**Material provided:**
——————

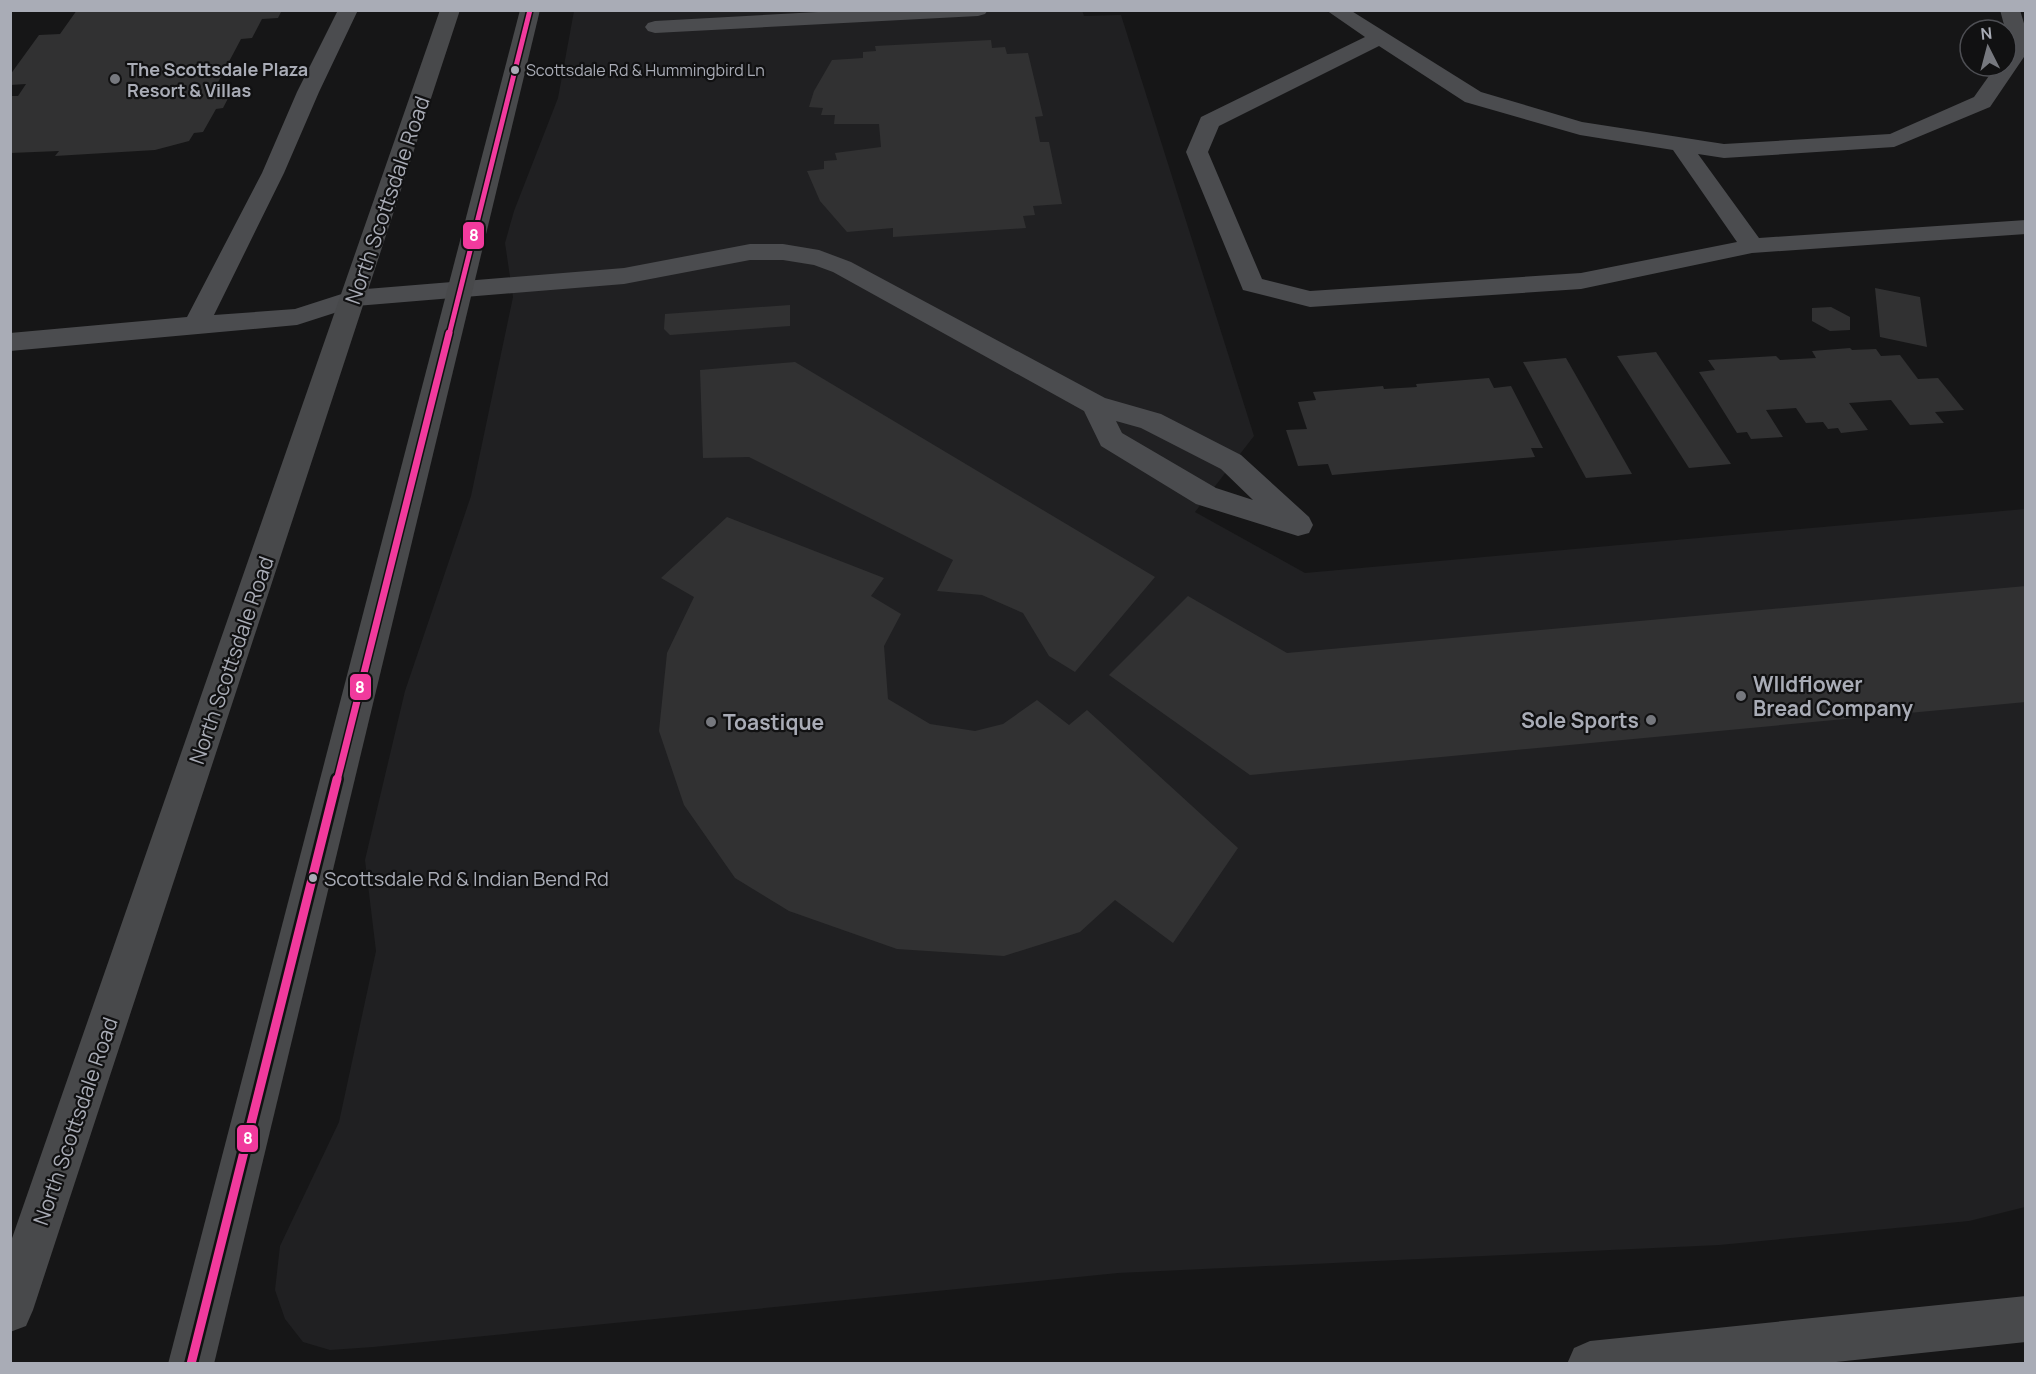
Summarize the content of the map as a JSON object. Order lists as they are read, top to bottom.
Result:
{
  "streets": {
    "main road": ["North Scottsdale Road"]
  },
  "places": [
    "Scottsdale Rd & Hummingbird Ln",
    "The Scottsdale Plaza Resort & Villas",
    "WIldflower Bread Company",
    "Sole Sports",
    "Toastique",
    "Scottsdale Rd & Indian Bend Rd"
  ],
  "lines": ["transit line 8"],
  "north": "top"
}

——————

**Action item:**
What is needed is an exact copy of every record above, minus the images.

**Written response:**
Summarize the content of the map as a JSON object. Order lists as they are read, top to bottom.
Result:
{
  "streets": {
    "main road": ["North Scottsdale Road"]
  },
  "places": [
    "Scottsdale Rd & Hummingbird Ln",
    "The Scottsdale Plaza Resort & Villas",
    "WIldflower Bread Company",
    "Sole Sports",
    "Toastique",
    "Scottsdale Rd & Indian Bend Rd"
  ],
  "lines": ["transit line 8"],
  "north": "top"
}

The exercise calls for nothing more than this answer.